Am I the Same Person as I Was Yesterday?

“Mathematical models, by their nature, are based on the past, and on the assumption that patterns will repeat.”

[Weapons of Math Destruction, Cathy O’neil]

We always promise ourselves, ‘I will be not the same person as I was yesterday’. But, can we do that? It is really hard to change our daily routine and we repeat the same mistakes over and over. Hence, we are so predictable.

Data-driven models are finding patterns from past (or nearly present) to predict future behaviors under the belief that history always repeats itself. Hence, the data-driven model uses our repeated patterns to enhance its prediction accuracy. So, we need a break from routines and to be an outlier so that the model cannot predict our future.

How to Make my Model Unspoiled?

“Without feedback, however, a statistical engine can continue spinning out faulty and damaging analysis while never learning mistakes.”

[Weapons of Math Destruction, Cathy O’neil]

To deal with a spoiled child effectively, parents (or teachers) should consistently observe their child. When they become rude, parents should give them feedback immediately and teach responsibility, appreciation, and respect about others.
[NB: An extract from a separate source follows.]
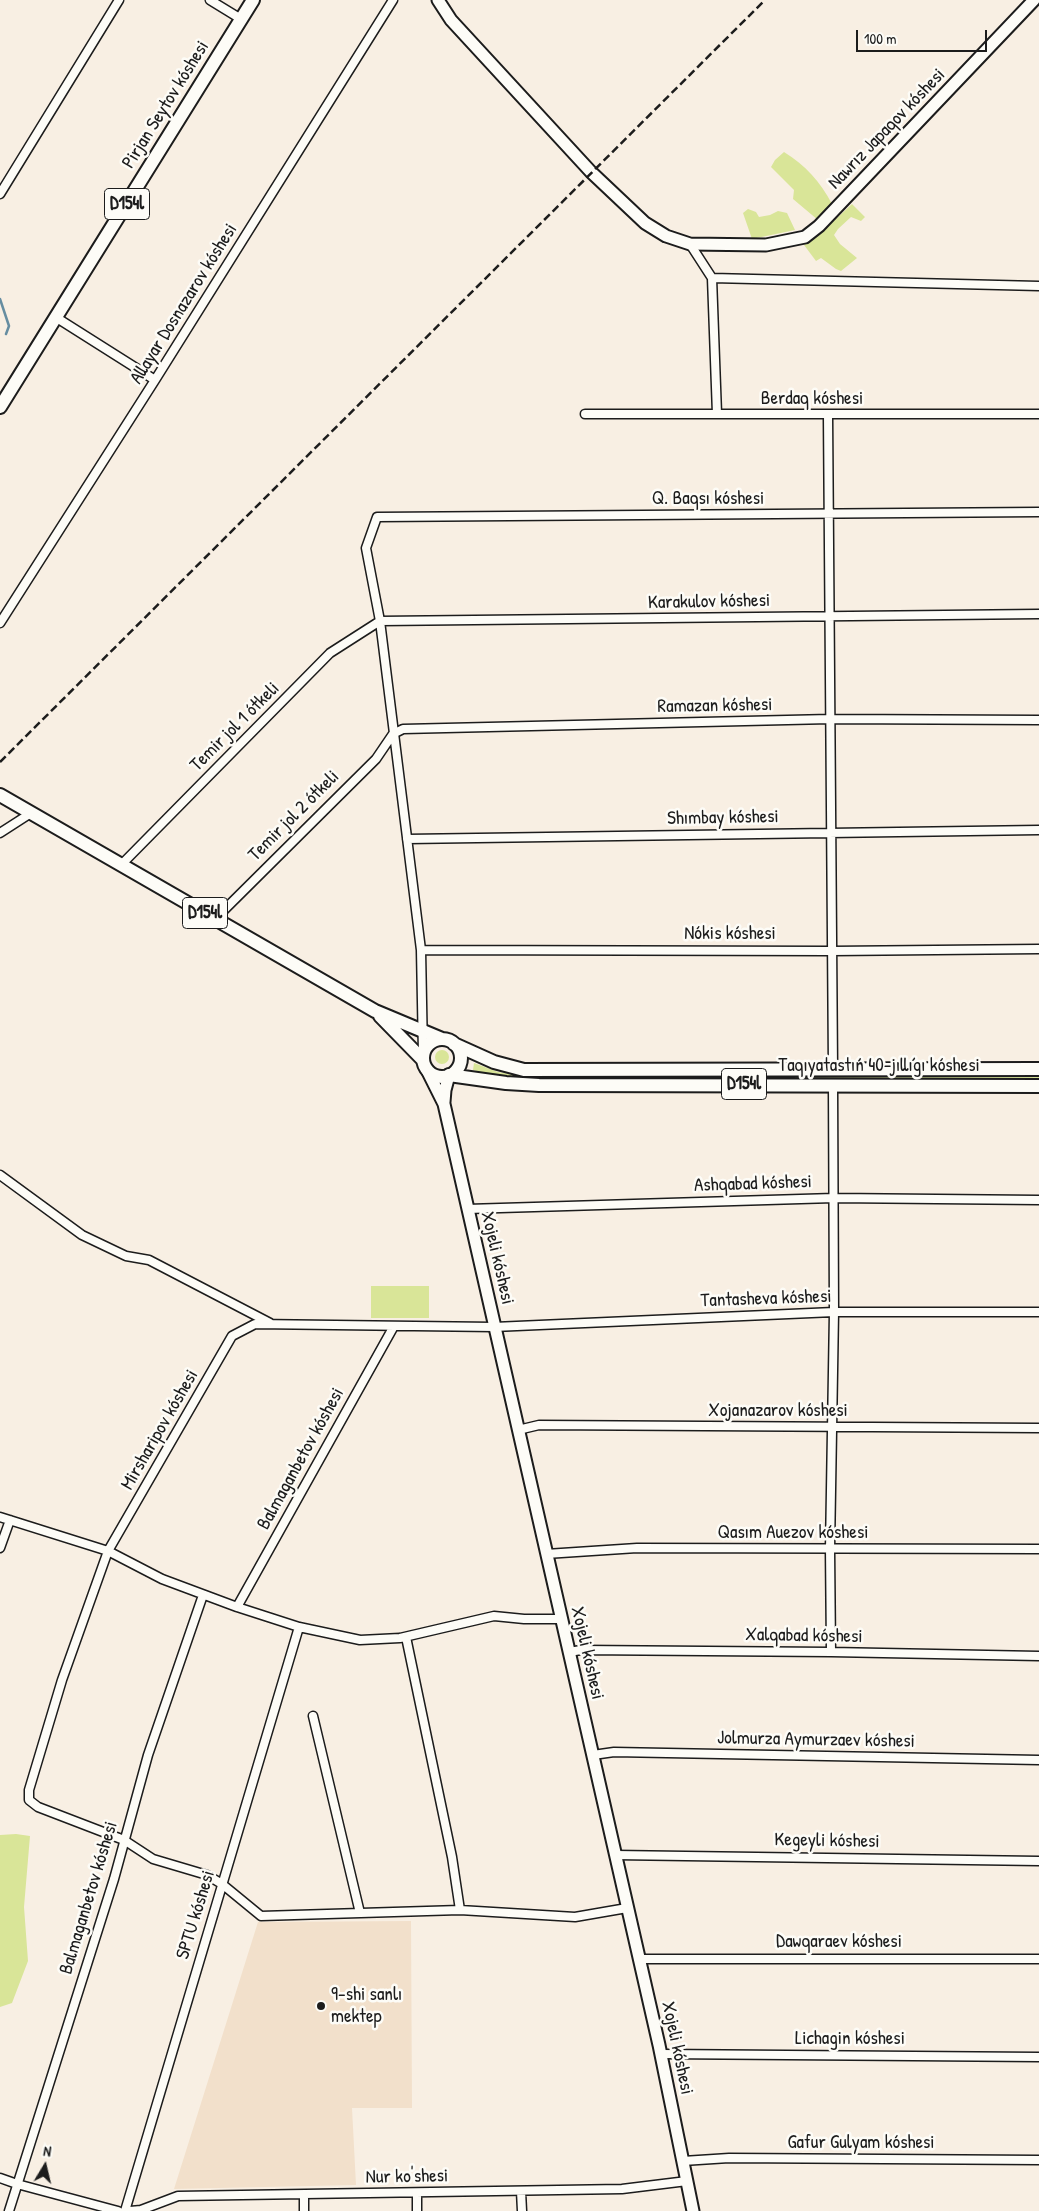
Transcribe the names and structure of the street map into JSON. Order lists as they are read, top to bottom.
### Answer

Data-driven models also require the right feedback so that they update them in the right direction. To this end, data-driven models use their mistakes to adjust the model. However, this feedback loop commonly includes only one-side mistakes. For example, the AI HR-screening model has only data about the bad performance of chosen applicants. It cannot have data about the successful career of unchosen applicants.

What Ingredients Do We Need for Yummy Data Soup?
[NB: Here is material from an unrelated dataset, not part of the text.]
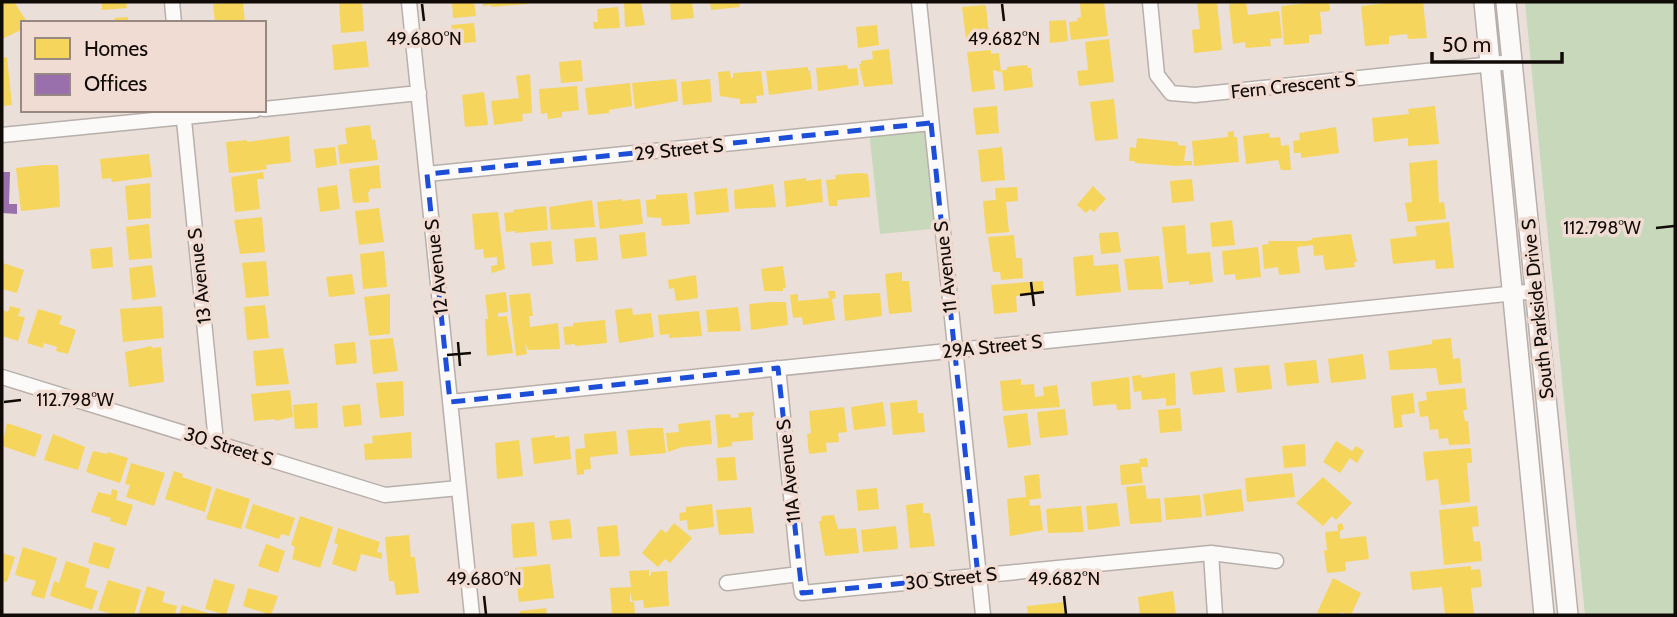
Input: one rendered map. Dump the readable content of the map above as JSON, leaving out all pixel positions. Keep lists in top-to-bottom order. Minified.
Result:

“To create a model, then, we make choices about what’s important enough to include, simplifying the world into a toy version that can be easily understood.”

[Weapons of Math Destruction, Cathy O’neil]

Imagine you make chicken soup for dinner. What ingredients do you need for delicious soup? Chicken absolutely and maybe celery and onion and more; it depends on your mother’s recipe. Organic ingredients will be much better for your health.

Successful data-driven models commonly require enough important data. However, we do not know which data is important so we just put all the data into the model. Fortunately, a data-driven model may know what data is salient among all these data (via feature selection or dimensionality reduction) and make the own recipe. Also, unbiased (like organic) data will be much better for the accurate model.